Task instructions. Leaving out the images, return the data below exactly as it is written.

>>>

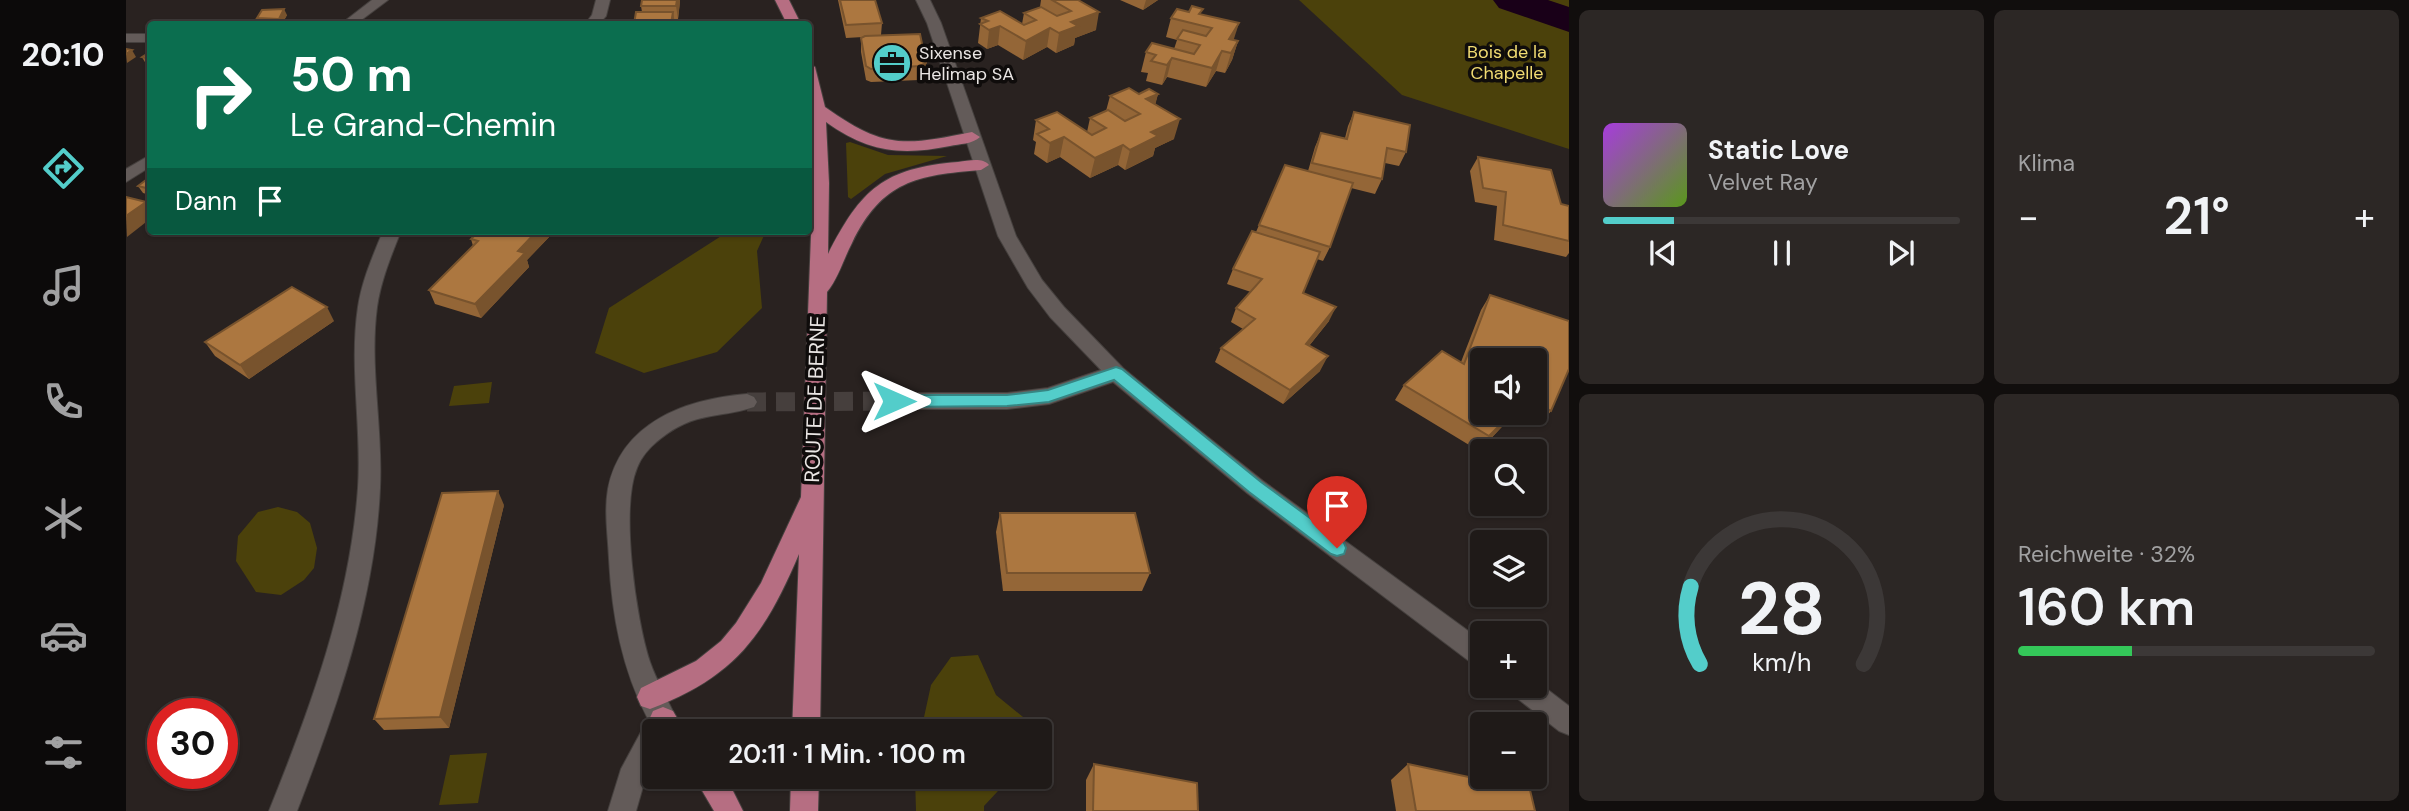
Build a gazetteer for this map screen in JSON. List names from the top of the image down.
{
  "streets": {
    "main road": ["ROUTE DE BERNE"]
  },
  "parks": ["Bois de la Chapelle"],
  "places": {
    "office": ["Sixense Helimap SA"]
  },
  "page": {
    "tabs": "20:10",
    "tile": [
      "Klima",
      ["Reichweite · 32%", "160 km"]
    ],
    "turn": ["50 m", "Le Grand-Chemin"],
    "song": ["Static Love", "Velvet Ray"],
    "then": "Dann",
    "heat": ["−", "21°", "+"],
    "map_buttons": ["+", "−"],
    "limit": "30",
    "trip": "20:11 · 1 Min. · 100 m",
    "gauge": ["28", "km/h"]
  }
}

<<<

Task result.
Build a gazetteer for this map screen in JSON. List names from the top of the image down.
{
  "streets": {
    "main road": ["ROUTE DE BERNE"]
  },
  "parks": ["Bois de la Chapelle"],
  "places": {
    "office": ["Sixense Helimap SA"]
  },
  "page": {
    "tabs": "20:10",
    "tile": [
      "Klima",
      ["Reichweite · 32%", "160 km"]
    ],
    "turn": ["50 m", "Le Grand-Chemin"],
    "song": ["Static Love", "Velvet Ray"],
    "then": "Dann",
    "heat": ["−", "21°", "+"],
    "map_buttons": ["+", "−"],
    "limit": "30",
    "trip": "20:11 · 1 Min. · 100 m",
    "gauge": ["28", "km/h"]
  }
}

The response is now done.